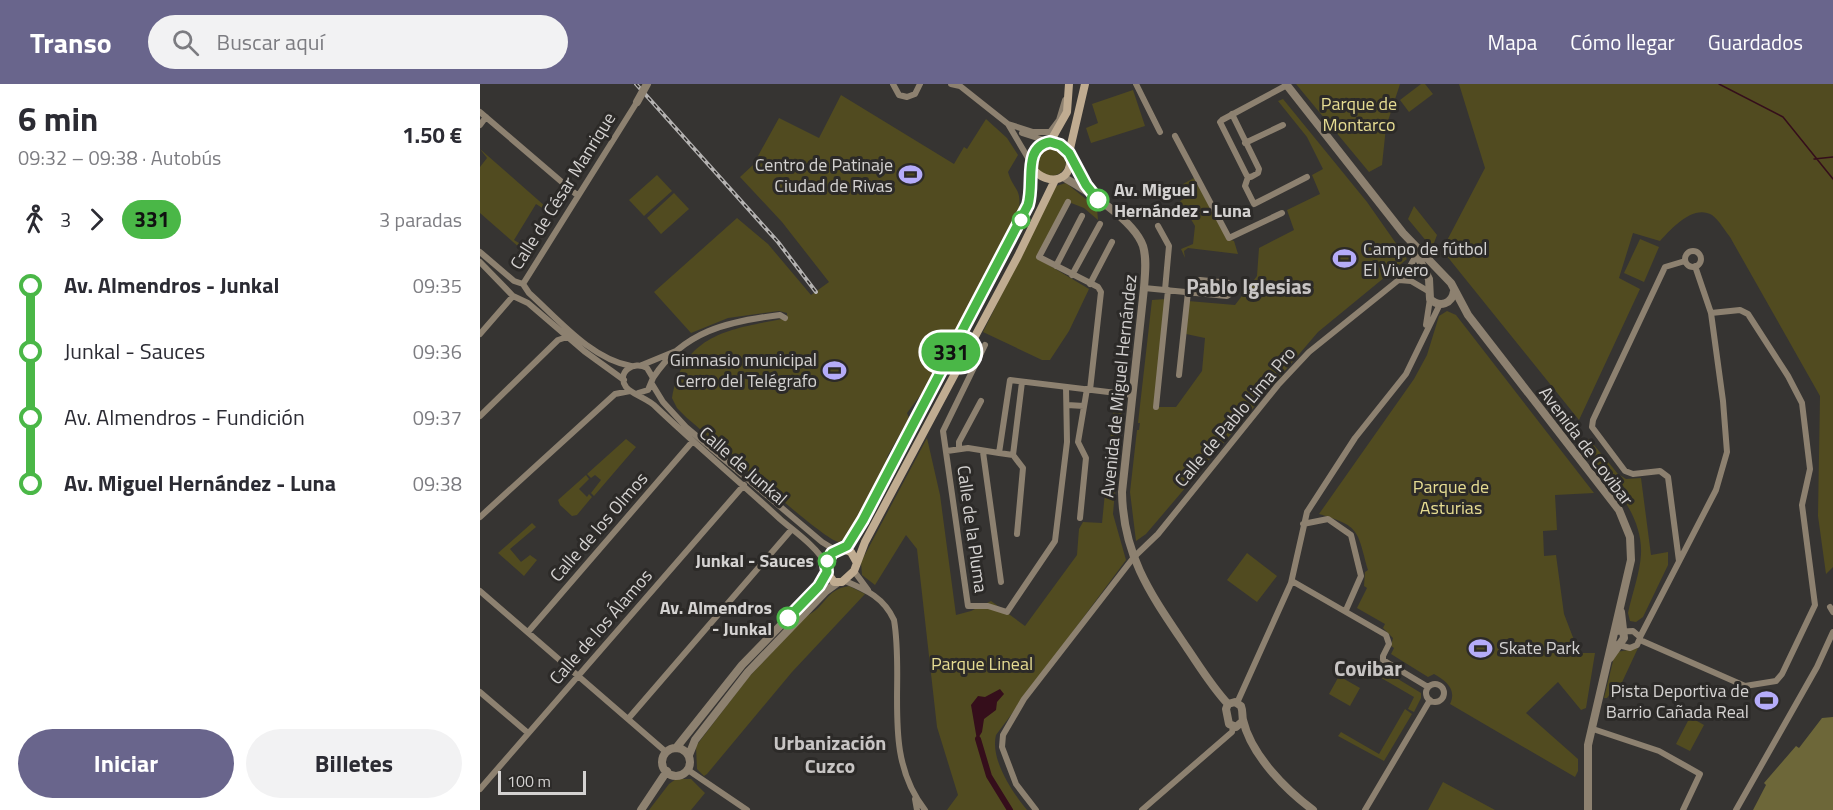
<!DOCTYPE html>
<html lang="es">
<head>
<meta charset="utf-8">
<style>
  :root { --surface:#fff; --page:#f2f2f3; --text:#2b2b33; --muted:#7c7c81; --accent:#69658c }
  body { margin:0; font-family:"Titillium Web",sans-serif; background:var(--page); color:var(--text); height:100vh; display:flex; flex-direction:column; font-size:22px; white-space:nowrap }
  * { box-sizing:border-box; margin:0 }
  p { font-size:20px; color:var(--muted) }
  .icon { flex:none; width:33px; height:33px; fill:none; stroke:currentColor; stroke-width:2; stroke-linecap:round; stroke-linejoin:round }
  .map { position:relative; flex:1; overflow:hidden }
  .side { display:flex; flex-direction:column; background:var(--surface); width:480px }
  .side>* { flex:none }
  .badge { padding:0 12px; border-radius:20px; font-size:21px; line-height:39px }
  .scale { position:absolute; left:18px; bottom:15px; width:88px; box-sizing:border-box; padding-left:6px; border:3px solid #d4d2d1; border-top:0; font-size:16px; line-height:21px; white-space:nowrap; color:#d4d2d1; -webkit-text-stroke:4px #2c2a28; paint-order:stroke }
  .map>.badge { position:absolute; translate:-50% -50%; box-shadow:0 0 0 3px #fff }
  .legs { display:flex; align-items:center; gap:9px; height:66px; padding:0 18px; font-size:20px }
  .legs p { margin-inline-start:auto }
  .summary { display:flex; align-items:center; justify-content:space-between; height:102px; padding:0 18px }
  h1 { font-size:33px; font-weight:700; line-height:45px }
  .primary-button { display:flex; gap:12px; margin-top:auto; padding:12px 18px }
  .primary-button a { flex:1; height:69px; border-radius:36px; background:var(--accent); color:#fff; font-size:24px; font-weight:700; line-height:69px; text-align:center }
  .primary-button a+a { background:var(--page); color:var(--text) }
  ul { padding:0 18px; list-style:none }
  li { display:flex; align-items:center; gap:21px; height:66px; font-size:22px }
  li i { display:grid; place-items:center; width:9px; height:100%; margin:0 8px; background:currentColor }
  li i::after { content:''; width:15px; height:15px; margin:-8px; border:4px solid; border-radius:50%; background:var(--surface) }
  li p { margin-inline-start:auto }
  li:first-child i { background:linear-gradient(#0000 50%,currentColor 0) }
  li:last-child i { background:linear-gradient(currentColor 50%,#0000 0) }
  header { display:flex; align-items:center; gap:36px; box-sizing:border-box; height:84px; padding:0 30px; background:var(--accent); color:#fff }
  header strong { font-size:28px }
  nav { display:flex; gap:33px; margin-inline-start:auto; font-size:21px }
  .search { width:420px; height:54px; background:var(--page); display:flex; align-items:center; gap:15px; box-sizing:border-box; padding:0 21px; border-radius:33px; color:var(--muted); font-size:22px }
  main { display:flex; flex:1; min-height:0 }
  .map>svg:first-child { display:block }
  .green { fill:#514b20 }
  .forest { fill:#6d6739 }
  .water { fill:#350e1b }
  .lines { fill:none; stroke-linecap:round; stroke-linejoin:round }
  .stream { stroke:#350e1b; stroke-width:1.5 }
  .canal { stroke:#350e1b; stroke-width:6 }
  .minor { stroke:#8d8170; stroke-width:6 }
  .tertiary { stroke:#8d8170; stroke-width:8 }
  .secondary { stroke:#c0ac91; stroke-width:8 }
  .rail-casing { stroke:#b4b2b1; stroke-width:4 }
  .rail { stroke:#2c2a28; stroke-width:1.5; stroke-dasharray:4.5; stroke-linecap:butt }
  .tertiary-bridge { stroke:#8d8170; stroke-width:8 }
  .line-1-casing { stroke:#fff; stroke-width:14 }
  .line-1 { stroke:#4ab747; stroke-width:9 }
  .stop-1-dot { fill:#fff; stroke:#4ab747; stroke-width:3 }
  .labels { text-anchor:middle; stroke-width:6; stroke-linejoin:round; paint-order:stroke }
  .park-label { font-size:18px; fill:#e6dc92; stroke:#2c2a28 }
  .poi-label { font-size:18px; fill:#d4d2d1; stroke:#2c2a28; text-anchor:end }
  .stop-label { font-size:18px; font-weight:bold; fill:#d4d2d1; stroke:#2c2a28; text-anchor:end }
  .street-label { font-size:18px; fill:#d4d2d1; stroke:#2c2a28 }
  .neighbourhood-label { font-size:20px; font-weight:bold; fill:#c8c5c4; stroke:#2c2a28 }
  .quarter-label { font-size:21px; font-weight:bold; fill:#c8c5c4; stroke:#2c2a28 }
</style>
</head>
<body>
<header>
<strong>Transo</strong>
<div class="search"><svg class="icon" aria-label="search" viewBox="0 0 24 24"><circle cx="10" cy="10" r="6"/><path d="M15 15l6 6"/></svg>Buscar aquí</div>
<nav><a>Mapa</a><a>Cómo llegar</a><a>Guardados</a></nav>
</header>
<main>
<section class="side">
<div class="summary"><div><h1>6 min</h1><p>09:32 – 09:38 · Autobús</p></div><b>1.50 €</b></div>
<div class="legs"><svg class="icon" aria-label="walk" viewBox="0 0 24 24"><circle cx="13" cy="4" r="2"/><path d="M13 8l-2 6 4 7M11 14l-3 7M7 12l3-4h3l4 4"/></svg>3<svg class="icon" aria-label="forward" viewBox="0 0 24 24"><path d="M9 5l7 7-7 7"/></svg><b class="badge" style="background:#4ab747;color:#111">331</b><p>3 paradas</p></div>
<ul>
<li><i style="color:#4ab747"></i><b>Av. Almendros - Junkal</b><p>09:35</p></li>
<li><i style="color:#4ab747"></i><span>Junkal - Sauces</span><p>09:36</p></li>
<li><i style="color:#4ab747"></i><span>Av. Almendros - Fundición</span><p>09:37</p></li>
<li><i style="color:#4ab747"></i><b>Av. Miguel Hernández - Luna</b><p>09:38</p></li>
</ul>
<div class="primary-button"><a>Iniciar</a><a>Billetes</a></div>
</section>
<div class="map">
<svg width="1353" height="726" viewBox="0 0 1353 726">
  <rect width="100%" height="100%" fill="#363432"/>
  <path class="green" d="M816 0H920L906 43 902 81 889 88Z
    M941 0H945L953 10 929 28 920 16Z
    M979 0H1353V483L1346 490 1338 432 1340 312 1250 153C1245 147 1239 136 1232 131 1213 120 1191 145 1180 157L1153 149 1139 194 1160 205 1099 336 962 166 1005 84Z
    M653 6 665 42 611 59 606 44 618 39 612 20Z
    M361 11 474 80 484 63 487 65 506 35 527 54 538 71 528 88C534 108 543 103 538 131L445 305 427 329 429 334 407 373 408 377 367 453 359 458C345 458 229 352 207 334L197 324 192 314C204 248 252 245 307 234V229L299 227 248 234 211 249 174 208 257 134 288 160 331 211 349 198 302 138 260 93 273 81 299 34 339 54Z
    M803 15 887 118 927 175 838 248 666 450 656 457 650 408 657 346H659L660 339H658L672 216 686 215 674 323H696L722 287 725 254 706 250 708 217 755 221 777 192 779 164 814 146 807 126 840 110 832 91 843 85 827 53 798 17Z
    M556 77a15 15 0 1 1 30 0a15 15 0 1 1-30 0Z
    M0 65 66 123 64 125 56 120 34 156 52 167 51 169 41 165 0 129V83L7 74Z
    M177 91 192 107 164 132 149 116Z
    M714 94 748 155 754 157 758 170 708 164 704 167 705 174 701 165 713 160 715 142 700 117 709 112 703 100Z
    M586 99 617 124 618 136 604 124 586 117 557 174 609 205 589 247 570 276H562L503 248 576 102Z
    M194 109 209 125 181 150 167 134Z
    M934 122 957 151 952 164 928 135Z
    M1160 155 1179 163 1164 198 1144 189Z
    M967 227 976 231 1114 409 1075 411 1077 446 1063 447 1064 472 1076 471 1084 530 1099 569H1115L1106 624 1101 626 1078 598 1046 629 1098 675V687L1095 693 970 620C977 605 966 597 954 590L948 593 911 570 914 564 911 562 913 554 903 544 905 540 877 524 887 504 884 502 885 488 888 486C877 446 880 442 839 430L934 295 947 271 959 232Z
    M634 319H640L642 324 633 430 646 476 516 651C510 675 532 708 547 726H467L478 711 457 643 437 465 426 451 395 501 382 491 381 478 447 354 460 411 476 531 491 527 511 517 545 542 597 471 599 445 603 438 622 439Z
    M146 355 156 363 114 412 111 409 121 396 115 391 111 394 107 390Z
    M1109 355 1138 390 1146 395 1161 394 1171 471 1188 468V481L1163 533 1156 538 1150 537 1148 529C1152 510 1160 489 1161 470 1163 426 1124 391 1099 359Z
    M106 391 109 395 99 405 107 413 109 410 112 413 97 431 92 432 80 421 78 416Z
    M52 439 56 443 30 465 41 478 50 471 57 476 44 492 18 469Z
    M767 469 797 492 777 518 747 496Z
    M369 502 385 510 312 588 227 690 224 692 217 685 216 662 267 595 326 532C346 524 344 506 369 502Z
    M1158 564 1137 609 1132 607 1127 614H1124L1134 573 1137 568Z
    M895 581 941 609V614L934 628 928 625 934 613 891 588Z
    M859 592 880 604 870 622 849 610Z
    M925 625 932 630 904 677 858 652 861 648 899 670Z
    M1210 633 1224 641 1210 667 1196 660Z
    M196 695H211L225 709 211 726H169L189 700Z
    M963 698 1015 726H948Z"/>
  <path class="forest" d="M1353 633V726H1273L1286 701 1284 699 1316 662 1319 664 1342 634Z"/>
  <path class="water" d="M520 605 524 610 517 618 516 626 504 635 502 648 497 656 491 621 498 612 505 613Z"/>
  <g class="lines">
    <path class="stream" d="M1239 0 1303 33 1353 95
      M1334 75 1353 73"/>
    <path class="canal" d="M498 655 509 692 530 726"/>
    <path class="minor" d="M413 0 419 11 427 13 435 10 440 0
      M471 0 480 2 528 40 551 79
      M656 0 680 48
      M0 28 97 111
      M752 30 779 85 778 89 771 93 767 92 740 38 742 36 807 1
      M528 40 553 48H570L579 36 585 16
      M0 41 6 33
      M542 49 570 58
      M695 52 749 154 802 129
      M765 59 803 41
      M768 93 765 102 774 120 827 93
      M588 118 559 173 618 203 621 208 610 306
      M678 142 689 162 685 206
      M1205 175a8 8 0 1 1 16 0a8 8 0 1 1-16 0Z
      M0 168 34 197 43 200
      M0 178 33 212 48 219 104 267 144 296
      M576 182 602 132
      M592 191 620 140
      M919 196 931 197 948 207
      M43 200 157 18
      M43 200 49 209C78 235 111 275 151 282
      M610 200 632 158
      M664 204 747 212 752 209 754 203 750 199 720 196 716 198 714 209
      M946 241 950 215
      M0 250 33 212
      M505 261 463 347 488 522H508L527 528 575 457 587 358 586 303
      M162 281 196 267
      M699 291 708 208
      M173 294C203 247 249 237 300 231L305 234
      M542 298 533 371 519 369 530 296 653 311
      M172 300 183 318 206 343 342 458 355 466
      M158 309 168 306 173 294 167 284C154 276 136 288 146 303 151 310 169 315 176 323 217 362 259 397 300 435 315 448 336 462 346 480
      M587 321 604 322
      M676 323 688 206
      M0 332 78 256 87 253
      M479 365V358L501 317
      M467 367 488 364 519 369
      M503 368 521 498
      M533 371 543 384 537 450
      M0 433 135 310 150 307
      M600 434 606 374 598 358 607 305
      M823 440 848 435 871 451 881 492 866 526
      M1199 477 1188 393 1180 387 1153 390 1145 387 1112 343 1113 336 1185 183 1205 177
      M374 487 388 506
      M365 497C387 506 404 514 414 536 425 600 401 670 445 726
      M812 497 906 551 909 560 903 572V576L948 603
      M0 507 186 668
      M1350 523 1353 528
      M48 548 212 358
      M1134 548 1153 547 1160 553
      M1160 553 1236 406 1247 368 1243 317 1231 229 1215 182
      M1160 556 1265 602 1296 597 1302 590 1335 521 1322 421 1330 385 1322 319 1308 292 1268 230 1260 226 1231 229
      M1135 560 1150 564 1157 561 1160 554
      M946 609a9 9 0 1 1 18 0a9 9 0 1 1-18 0Z
      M0 608 48 649
      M757 619 811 499 827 428 875 354 926 290 960 220
      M148 635 312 445
      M1113 645 1179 667 1220 690 1203 726
      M208 686 267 726
      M0 705 264 401
      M435 715 437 726
      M556 726 536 700 522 663 523 651 544 615 654 473 678 450 798 301 829 268 926 190 934 175V167
      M662 726 752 648 753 643
      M885 726 950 616
      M1256 726 1337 583 1353 548"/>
    <path class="tertiary" d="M806 0 923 149 971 199 988 231 1139 426 1150 453 1151 476 1108 661V726
      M591 76 611 107
      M583 93C606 106 654 136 663 162 667 175 665 190 664 204L642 408C643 473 672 512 707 564 720 583 732 603 748 620
      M934 165 949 195 950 215C960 224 972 220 974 207
      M1130 574 1144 554 1141 528
      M748 620 755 618 761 622C763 627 762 632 763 636 771 671 806 706 833 726
      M748 620 746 625 749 640 756 643 763 637
      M196 664 262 581 339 502 347 488
      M182 678a14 14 0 1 1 28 0a14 14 0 1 1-28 0Z
      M209 671 215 656 268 588 346 507 357 499
      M161 726 187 687"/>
    <path class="secondary" d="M570 58 587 28 589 0
      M589 69 605 0
      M362 465 373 453 383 436 548 121C555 98 542 63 570 58L580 61 589 69C596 97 568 104 552 84
      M376 477 371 468 362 465 355 466 346 480 347 488 354 498H362L374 487 385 458 538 172 575 96"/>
    <defs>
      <path id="rail" d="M156 0 298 158 336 208"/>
    </defs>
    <use href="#rail" class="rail-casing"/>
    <use href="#rail" class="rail"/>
    <path class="tertiary-bridge" d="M157 18 167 0"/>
  </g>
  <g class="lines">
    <defs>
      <path id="line-1" d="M308 534 339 502 347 488 346 480 352 469 367 462 383 436 548 121C555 98 542 63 570 58L580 61 589 69 606 101 618 116"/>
    </defs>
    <use href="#line-1" class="line-1-casing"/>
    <use href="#line-1" class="line-1"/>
  </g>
  <defs>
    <symbol id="stadium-bare" viewBox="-9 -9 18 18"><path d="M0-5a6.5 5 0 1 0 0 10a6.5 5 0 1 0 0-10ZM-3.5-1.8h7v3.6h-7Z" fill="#b5acf9" stroke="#2c2a28" stroke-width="2.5" paint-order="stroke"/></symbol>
  </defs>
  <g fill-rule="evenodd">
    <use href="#stadium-bare" x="414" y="74" width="33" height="33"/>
    <use href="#stadium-bare" x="848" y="158" width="33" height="33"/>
    <use href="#stadium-bare" x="338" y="270" width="33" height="33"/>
    <use href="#stadium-bare" x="984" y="548" width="33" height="33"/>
    <use href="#stadium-bare" x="1270" y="600" width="33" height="33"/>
  </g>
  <g class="stop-1-dot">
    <circle cx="618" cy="116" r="10"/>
    <circle cx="541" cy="136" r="8"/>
    <circle cx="347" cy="477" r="8"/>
    <circle cx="308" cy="534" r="10"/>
  </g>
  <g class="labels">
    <g class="park-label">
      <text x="879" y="26">Parque de<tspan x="879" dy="21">Montarco</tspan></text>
      <text x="971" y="409">Parque de<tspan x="971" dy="21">Asturias</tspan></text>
      <text x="502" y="586">Parque Lineal</text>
    </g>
    <g class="poi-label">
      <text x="413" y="87">Centro de Patinaje<tspan x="413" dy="21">Ciudad de Rivas</tspan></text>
      <text x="883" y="171" text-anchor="start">Campo de fútbol<tspan x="883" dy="21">El Vivero</tspan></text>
      <text x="337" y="282">Gimnasio municipal<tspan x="337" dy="21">Cerro del Telégrafo</tspan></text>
      <text x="1019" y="570" text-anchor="start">Skate Park</text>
      <text x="1269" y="613">Pista Deportiva de<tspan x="1269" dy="21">Barrio Cañada Real</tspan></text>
    </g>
    <g class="stop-label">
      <text x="634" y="112" text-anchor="start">Av. Miguel<tspan x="634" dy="21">Hernández - Luna</tspan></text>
      <text x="334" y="483">Junkal - Sauces</text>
      <text x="292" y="530">Av. Almendros<tspan x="292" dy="21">- Junkal</tspan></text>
    </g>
    <g class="street-label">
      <text transform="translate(83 107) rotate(-58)" y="6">Calle de César Manrique</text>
      <text transform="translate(639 302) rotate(-84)" y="6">Avenida de Miguel Hernández</text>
      <text transform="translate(755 333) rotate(-50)" y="6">Calle de Pablo Lima Pro</text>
      <text transform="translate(1106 362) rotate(53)" y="6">Avenida de Covibar</text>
      <text transform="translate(263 382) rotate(41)" y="6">Calle de Junkal</text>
      <text transform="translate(119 443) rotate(-49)" y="6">Calle de los Olmos</text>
      <text transform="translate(492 445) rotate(82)" y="6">Calle de la Pluma</text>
      <text transform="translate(121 543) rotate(-49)" y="6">Calle de los Álamos</text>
    </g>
    <g class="neighbourhood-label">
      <text x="350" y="666">Urbanización<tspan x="350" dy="23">Cuzco</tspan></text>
    </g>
    <g class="quarter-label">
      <text x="769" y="210">Pablo Iglesias</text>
      <text x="888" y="592">Covibar</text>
    </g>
  </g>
</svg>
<div class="scale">100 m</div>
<b class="badge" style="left:471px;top:268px;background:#4ab747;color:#111">331</b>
</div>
</main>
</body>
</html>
-.-.-
• Activity
Reproduce only the lines running from the beginning of the entries above to the line holding "padding:0 12px; border-radius:20px;", inclusive. Pictures stay out of the copy.

• Written response
<!DOCTYPE html>
<html lang="es">
<head>
<meta charset="utf-8">
<style>
  :root { --surface:#fff; --page:#f2f2f3; --text:#2b2b33; --muted:#7c7c81; --accent:#69658c }
  body { margin:0; font-family:"Titillium Web",sans-serif; background:var(--page); color:var(--text); height:100vh; display:flex; flex-direction:column; font-size:22px; white-space:nowrap }
  * { box-sizing:border-box; margin:0 }
  p { font-size:20px; color:var(--muted) }
  .icon { flex:none; width:33px; height:33px; fill:none; stroke:currentColor; stroke-width:2; stroke-linecap:round; stroke-linejoin:round }
  .map { position:relative; flex:1; overflow:hidden }
  .side { display:flex; flex-direction:column; background:var(--surface); width:480px }
  .side>* { flex:none }
  .badge { padding:0 12px; border-radius:20px; font-size:21px; line-height:39px }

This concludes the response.